**Directions for this task:**
The entries below contain a line with "return path;" and a line with "ctx.translate(x, y);". Quote exactly those two lines and all lines between them.

-------- Data --------

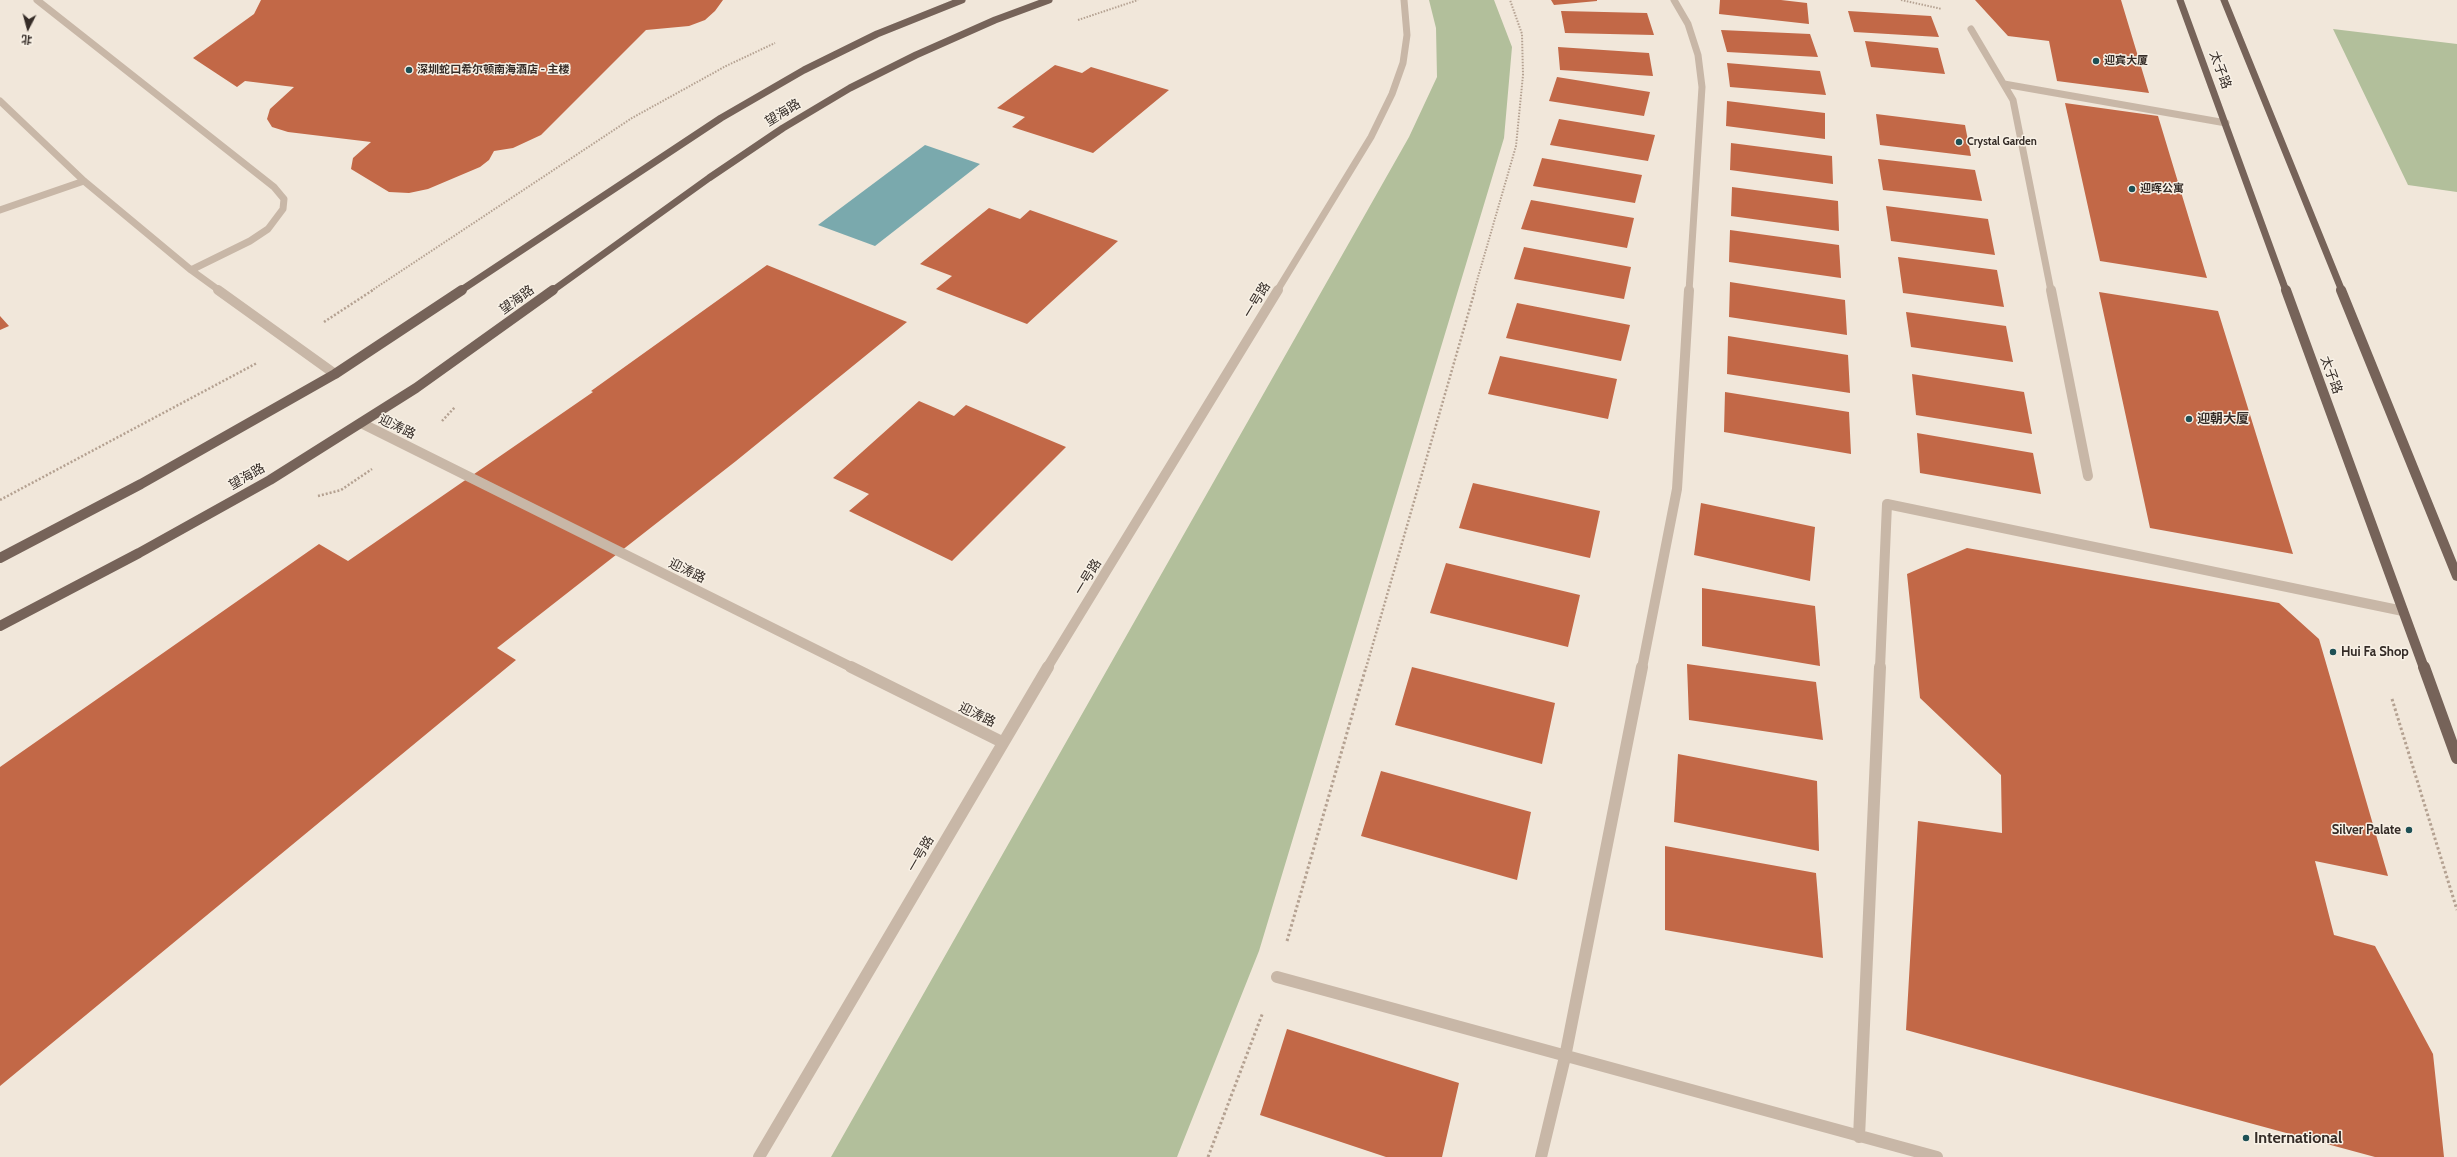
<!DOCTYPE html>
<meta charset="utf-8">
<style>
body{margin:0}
#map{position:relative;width:2457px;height:1157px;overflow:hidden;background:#f1e7da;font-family:Cabin,"Noto Sans SC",sans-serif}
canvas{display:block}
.north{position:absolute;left:8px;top:8px;width:40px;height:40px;-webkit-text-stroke:3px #f8f1e6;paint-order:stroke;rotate:186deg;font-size:11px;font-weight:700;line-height:16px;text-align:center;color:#352c27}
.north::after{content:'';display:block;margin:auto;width:14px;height:18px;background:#352c27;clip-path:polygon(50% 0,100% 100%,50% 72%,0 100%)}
</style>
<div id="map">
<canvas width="2457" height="1157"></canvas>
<div class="north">北</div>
</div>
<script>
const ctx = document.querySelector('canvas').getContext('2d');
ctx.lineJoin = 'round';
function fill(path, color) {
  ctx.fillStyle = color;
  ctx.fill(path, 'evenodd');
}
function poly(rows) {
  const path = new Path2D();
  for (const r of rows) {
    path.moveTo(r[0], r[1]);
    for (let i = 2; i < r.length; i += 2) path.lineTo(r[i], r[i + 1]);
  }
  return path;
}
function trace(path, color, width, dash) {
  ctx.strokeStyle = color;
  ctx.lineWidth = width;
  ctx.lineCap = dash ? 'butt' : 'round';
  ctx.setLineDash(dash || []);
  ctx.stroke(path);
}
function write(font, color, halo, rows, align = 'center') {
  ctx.font = font + ' Cabin,"Noto Sans SC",sans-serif';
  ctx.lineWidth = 3;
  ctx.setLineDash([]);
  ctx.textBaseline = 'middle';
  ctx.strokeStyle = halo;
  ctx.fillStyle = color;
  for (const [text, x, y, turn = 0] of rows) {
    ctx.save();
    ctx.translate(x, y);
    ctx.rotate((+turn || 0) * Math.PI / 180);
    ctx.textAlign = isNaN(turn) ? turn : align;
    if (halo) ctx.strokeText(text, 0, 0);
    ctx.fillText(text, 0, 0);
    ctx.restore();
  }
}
const green = poly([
 [1429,0,1494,0,1512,47,1504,138,1259,951,1177,1157,831,1157,1409,137,1437,77,1436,28],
 [2333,29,2457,44,2457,192,2408,185]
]);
const water = poly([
 [925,145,980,164,875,246,818,225]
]);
const building = poly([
 [261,0,723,0,715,11,705,20,689,26,646,30,541,135,513,148,494,151,489,160,480,167,428,189,409,193,389,192,351,169,353,158,371,142,288,132,272,127,267,119,270,109,294,87,245,81,237,87,193,58,254,14],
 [1551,0,1597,0,1597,1,1554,5],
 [1720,0,1781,0,1807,3,1809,24,1719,14],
 [1975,0,2121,0,2149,93,2057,81,2049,41,2008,36],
 [1561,11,1647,13,1654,35,1565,33],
 [1848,11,1931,16,1939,37,1854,32],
 [1721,30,1810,34,1818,57,1727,52],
 [1865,41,1938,48,1945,74,1871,67],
 [1558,47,1649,53,1653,76,1560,70],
 [1727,63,1820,71,1826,95,1730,87],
 [1055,65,1082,73,1091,67,1169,90,1093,153,1012,127,1025,117,997,108],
 [1557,77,1650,92,1644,116,1549,101],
 [1727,101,1825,113,1825,139,1726,126],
 [2065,103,2158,116,2207,278,2100,261],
 [1876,114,1965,125,1971,156,1880,145],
 [1559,119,1655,135,1648,161,1550,145],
 [1731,143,1832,156,1833,184,1730,170],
 [1542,158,1642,175,1635,203,1533,186],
 [1878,159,1975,170,1982,201,1883,190],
 [1732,187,1838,201,1839,231,1731,216],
 [1531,200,1634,218,1627,248,1521,229],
 [1886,206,1988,219,1995,255,1891,241],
 [989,208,1020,219,1030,210,1118,241,1027,324,936,289,952,276,920,264],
 [1730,230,1839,245,1841,278,1729,262],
 [1524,247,1631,267,1624,299,1514,279],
 [1898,257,1997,270,2004,307,1903,293],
 [767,265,907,322,736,461,497,648,516,660,0,1086,0,767,319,544,348,561,593,392,591,391],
 [1730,282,1845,300,1847,335,1729,317],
 [2099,292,2218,311,2293,554,2150,528],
 [1517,303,1630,325,1621,361,1506,338],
 [1906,312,2006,326,2013,362,1911,347],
 [0,316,9,326,0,330],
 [1728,336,1848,355,1850,393,1727,374],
 [1500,356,1617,379,1608,419,1488,394],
 [1912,374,2024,392,2032,434,1916,415],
 [1725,392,1849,412,1851,454,1724,432],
 [919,401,954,416,966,405,1066,447,952,561,849,511,869,494,833,478],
 [1917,433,2033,453,2041,494,1920,473],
 [1473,483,1600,511,1590,558,1459,528],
 [1701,503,1815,527,1810,581,1694,555],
 [1967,548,2279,603,2319,639,2388,876,2315,861,2334,935,2375,946,2433,1054,2444,1157,2375,1157,1906,1030,1918,821,2002,833,2001,775,1920,698,1907,574],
 [1446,563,1580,595,1568,647,1430,613],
 [1702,588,1815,606,1820,666,1702,646],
 [1687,664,1816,682,1823,740,1689,720],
 [1412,667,1555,703,1542,764,1395,725],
 [1678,754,1817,781,1819,851,1674,822],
 [1381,771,1531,812,1517,880,1361,836],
 [1665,846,1816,873,1823,958,1665,930],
 [1287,1029,1459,1083,1442,1157,1386,1157,1260,1115]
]);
const pathFar2 = poly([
 [1901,0,1942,9],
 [1078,20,1138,0],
 [371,291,632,118,726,66,775,43],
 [1474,291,1516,146,1523,75,1522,34,1510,0]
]);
const pathFar1 = poly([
 [324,322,373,290],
 [442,421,455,407],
 [318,496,341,490,372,469],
 [0,500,257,363],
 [1366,668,1475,290]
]);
const path = poly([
 [2392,699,2457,910],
 [1287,941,1366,667],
 [1208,1157,1263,1012]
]);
const minorFar2 = poly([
 [37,0,274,187,284,199,283,209,268,229,250,241,191,270],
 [1674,0,1688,24,1698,55,1702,87,1689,291],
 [1971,29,2013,100,2051,291],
 [2004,84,2226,123],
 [0,101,84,181,191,270,220,291],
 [0,210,84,181],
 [1277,291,1371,137,1392,94,1403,63,1407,35,1404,0]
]);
const minorFar1 = poly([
 [218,290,335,374],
 [2051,290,2088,476],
 [361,423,853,668],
 [1047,668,1278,290],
 [1642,668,1677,489,1689,290],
 [1880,668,1887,504,2403,611]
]);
const minor = poly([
 [851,667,1002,742],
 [1277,977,1937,1157],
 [1859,1137,1880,667],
 [759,1157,1048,667],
 [1541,1157,1565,1057,1642,667]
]);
const majorFar2 = poly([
 [2180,0,2286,291],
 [2224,0,2342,291],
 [460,291,721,118,804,70,877,34,962,0],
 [552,291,709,178,783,128,850,88,916,55,995,20,1049,0]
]);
const majorFar1 = poly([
 [2286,290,2424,668],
 [2341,290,2457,576],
 [0,558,141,484,335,374,462,290],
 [0,626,139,553,270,480,416,388,553,290]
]);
const major = poly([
 [2424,667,2457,758]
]);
const markers = [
 [2096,61,4,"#1e5055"],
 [409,70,4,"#1e5055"],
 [1959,142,4,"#1e5055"],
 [2132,189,4,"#1e5055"],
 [2189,419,4,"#1e5055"],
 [2333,652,4,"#1e5055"],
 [2409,830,4,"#1e5055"],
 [2246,1138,4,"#1e5055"]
];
const farPoinames = [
 ["迎宾大厦",2104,61],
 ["深圳蛇口希尔顿南海酒店 - 主楼",417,70],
 ["Crystal Garden",1967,142],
 ["迎晖公寓",2140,189]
];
const streetNames = [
 ["太子路",2220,70,70],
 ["望海路",783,113,-32],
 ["望海路",517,300,-36],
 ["一号路",1257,300,-59],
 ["太子路",2331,375,70],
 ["迎涛路",397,427,26],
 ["望海路",247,477,-30],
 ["迎涛路",687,571,26],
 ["一号路",1088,577,-59],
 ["迎涛路",977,715,26],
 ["一号路",921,854,-60]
];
const poiNames = [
 ["迎朝大厦",2197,419],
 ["Hui Fa Shop",2341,652],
 ["Silver Palate",2401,830,"right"]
];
const nearPoinames = [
 ["International",2254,1138]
];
fill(green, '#b2bf9b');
fill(water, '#7aa9ad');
fill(building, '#c26847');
trace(pathFar2, '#b4a191', 2, [1.5, 1.5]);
trace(pathFar1, '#b4a191', 2.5, [2, 2]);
trace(path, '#b4a191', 3, [2.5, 2.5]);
trace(minorFar2, '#c8b7a7', 7);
trace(minorFar1, '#c8b7a7', 10);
trace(minor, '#c8b7a7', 12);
trace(majorFar2, '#766359', 7);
trace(majorFar1, '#766359', 10);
trace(major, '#766359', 12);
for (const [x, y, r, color] of markers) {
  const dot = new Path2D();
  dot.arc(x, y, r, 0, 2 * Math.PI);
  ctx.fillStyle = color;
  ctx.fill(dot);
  trace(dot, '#f8f1e6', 1.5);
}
write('bold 11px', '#352c27', '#f8f1e6', farPoinames, 'left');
write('13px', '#352c27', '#f8f1e6', streetNames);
write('bold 13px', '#352c27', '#f8f1e6', poiNames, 'left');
write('bold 16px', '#352c27', '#f8f1e6', nearPoinames, 'left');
</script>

--------

**Your response:**
  return path;
}
function trace(path, color, width, dash) {
  ctx.strokeStyle = color;
  ctx.lineWidth = width;
  ctx.lineCap = dash ? 'butt' : 'round';
  ctx.setLineDash(dash || []);
  ctx.stroke(path);
}
function write(font, color, halo, rows, align = 'center') {
  ctx.font = font + ' Cabin,"Noto Sans SC",sans-serif';
  ctx.lineWidth = 3;
  ctx.setLineDash([]);
  ctx.textBaseline = 'middle';
  ctx.strokeStyle = halo;
  ctx.fillStyle = color;
  for (const [text, x, y, turn = 0] of rows) {
    ctx.save();
    ctx.translate(x, y);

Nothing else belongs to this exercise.